A purpose to her pointe

25th July 2003, Comments 0 comments

Valerie Valentine danced for 27 years with Het Nationale Ballet, has toured the world and was knighted by Queen Beatrix in 1998. Jonette Stabbert speaks to Valerie about her latest endeavour.


Valerie Valentine moves with unusual grace, as she reaches for the carafe to pour water into our glasses.

We're sitting in her quiet garden in the heart of Amsterdam, and I take a moment to study her.

Valerie's slender body rivals that of a teenager. She looks delicate, but I know better.

Ballet dancers train for years and have enormous physical strength. Valerie also has strength of purpose. And her purpose now is to help sick children.

"I always liked the fact that you can use your position to give something to people who have less, and I think more people could do it. It's not an awful lot of effort, and it's a nice feeling."

Valerie is telling me about Stichting Valentijn, her foundation that has raised money for research for the Duchenne Parent Project.

Duchenne is a lethal genetic disorder that cripples male children. They lose the ability to walk. Problems resulting from impaired heart and respiratory functions often cause them to die in their teens.

"Dance is mastery of your muscles," Valerie tells me. "These are kids who can't walk."

The contrast couldn't be greater.

Children in wheelchairs watched prima ballerina Valentine and other top dancers do their studio run-through in preparation for her gala last year. Their faces showed their excitement and enjoyment. She was dancing for them.

In her illustrious career, Valerie danced for 27 years with Het Nationale Ballet, toured the world, and was knighted by Queen Beatrix in 1998.

In 2000, Valerie's benefit farewell gala was held in Het Koninkljk Theater Carré. All the monies were donated to the Duchenne Parent Project. Everyone involved donated his or her services for free. 'Everyone' included world-renowned names such as Roberta Alexander and Maarten Koningsberger, choreographers, musicians, technicians and theatre staff.

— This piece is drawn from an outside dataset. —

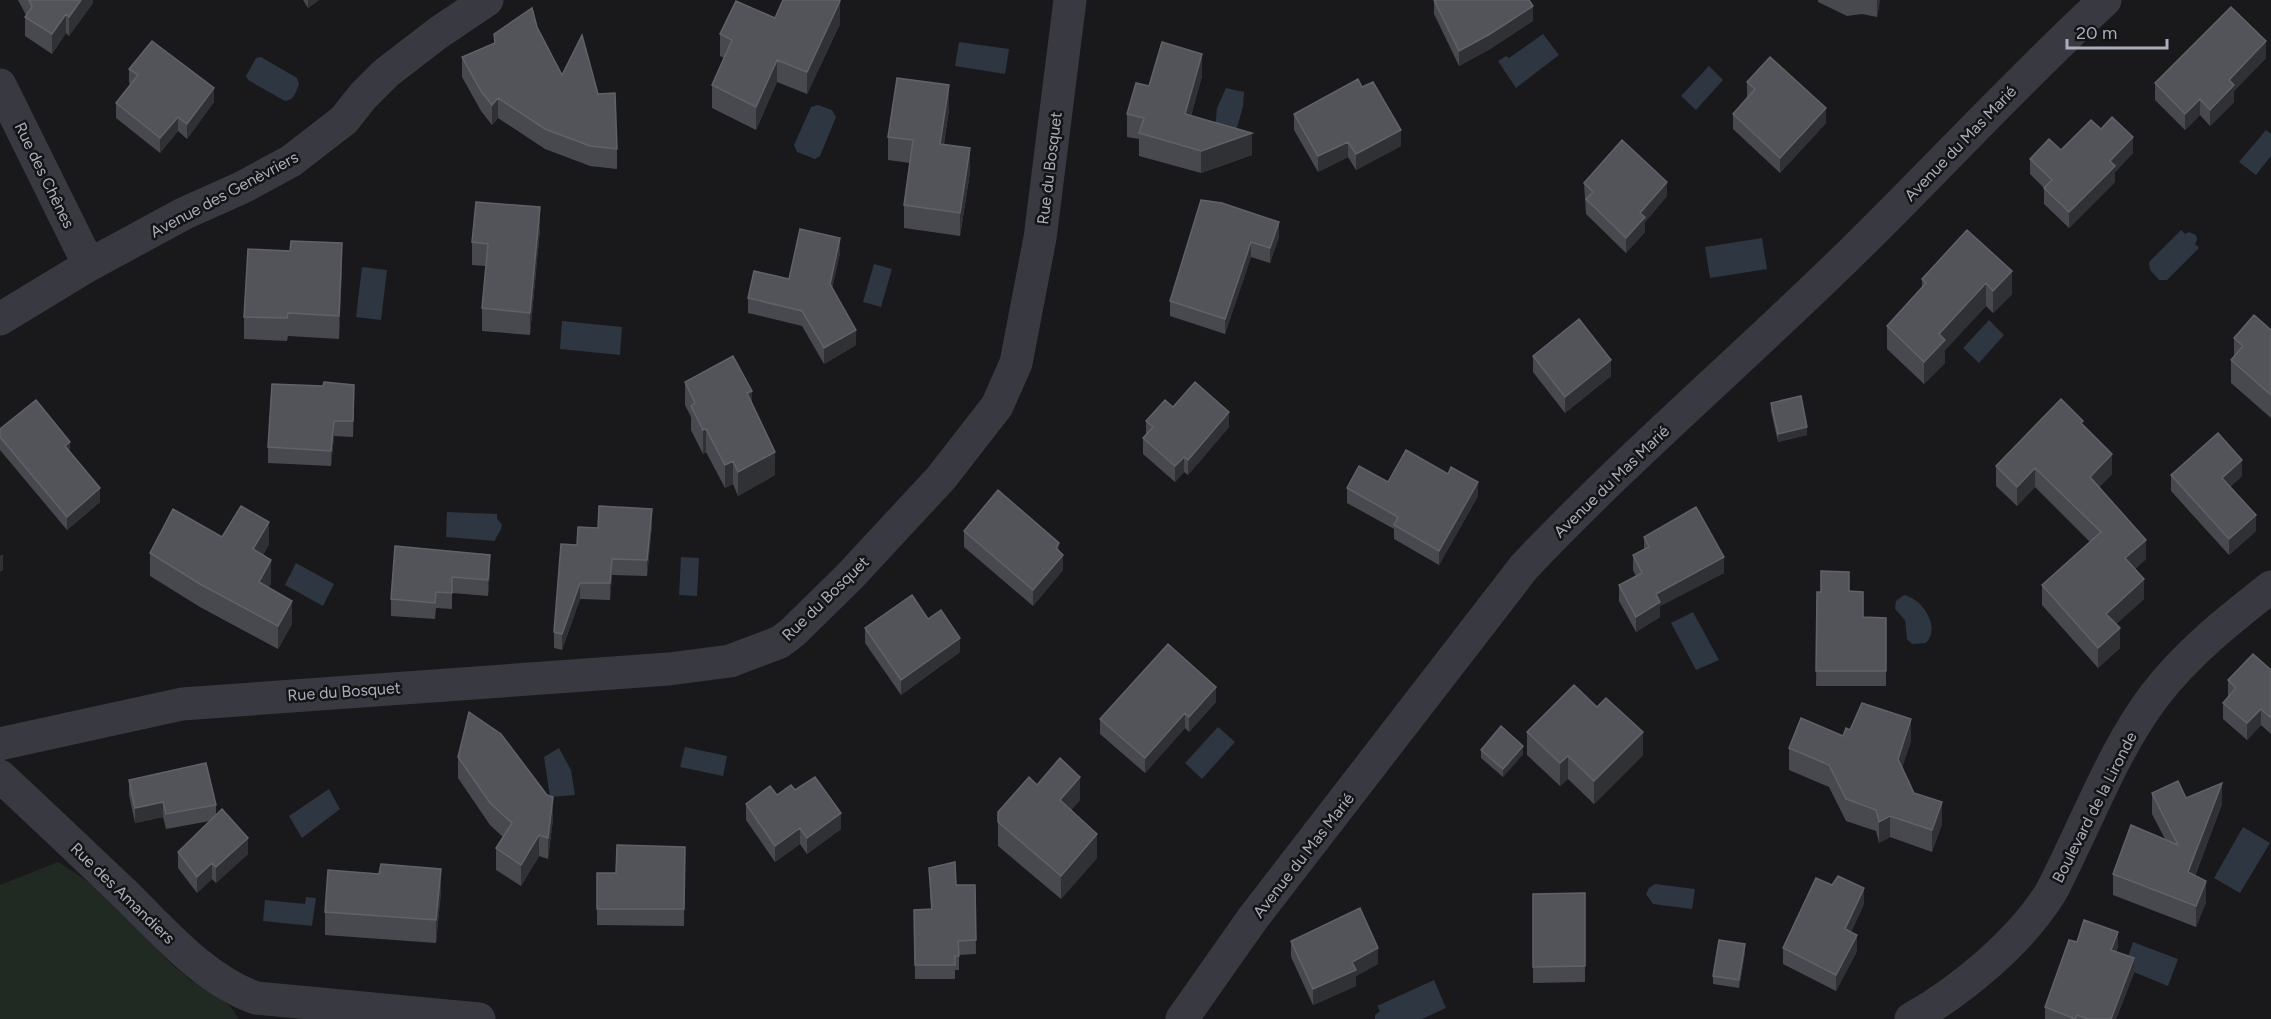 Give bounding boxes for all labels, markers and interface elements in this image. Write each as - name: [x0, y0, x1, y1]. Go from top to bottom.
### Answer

"Of course, galas are exciting and people pay a lot of money to see them, but it's really about the kids and why we're doing it. I loved watching the dancers perform for them and seeing how much they enjoyed it." With quiet ferocity, she adds, "They're young and they are going to die. For now, they were enjoying themselves."

Valerie's father, Dan Valentine, was a famous and well-loved humour columnist for a newspaper in Utah. He always raised money to buy gifts for a special school for mentally retarded children. The gifts included wheelchairs and a swimming pool.

"He did all sorts of things," she says. "As a child, that made a lasting impression on me...He was actually my inspiration, so that's how it started. I learned about giving to people who have less."

Another inspiration was her friendship with the founder of Parent Project in Holland.

"Her child has Duchenne," Valerie says. "I remember when he was two years old and they found out why he wasn't walking. He's now ten and in a wheelchair. I've lived through the whole process with her."

This experience convinced Valerie that she would do some galas to raise money. It led to forming her own foundation, Stichting Valentijn.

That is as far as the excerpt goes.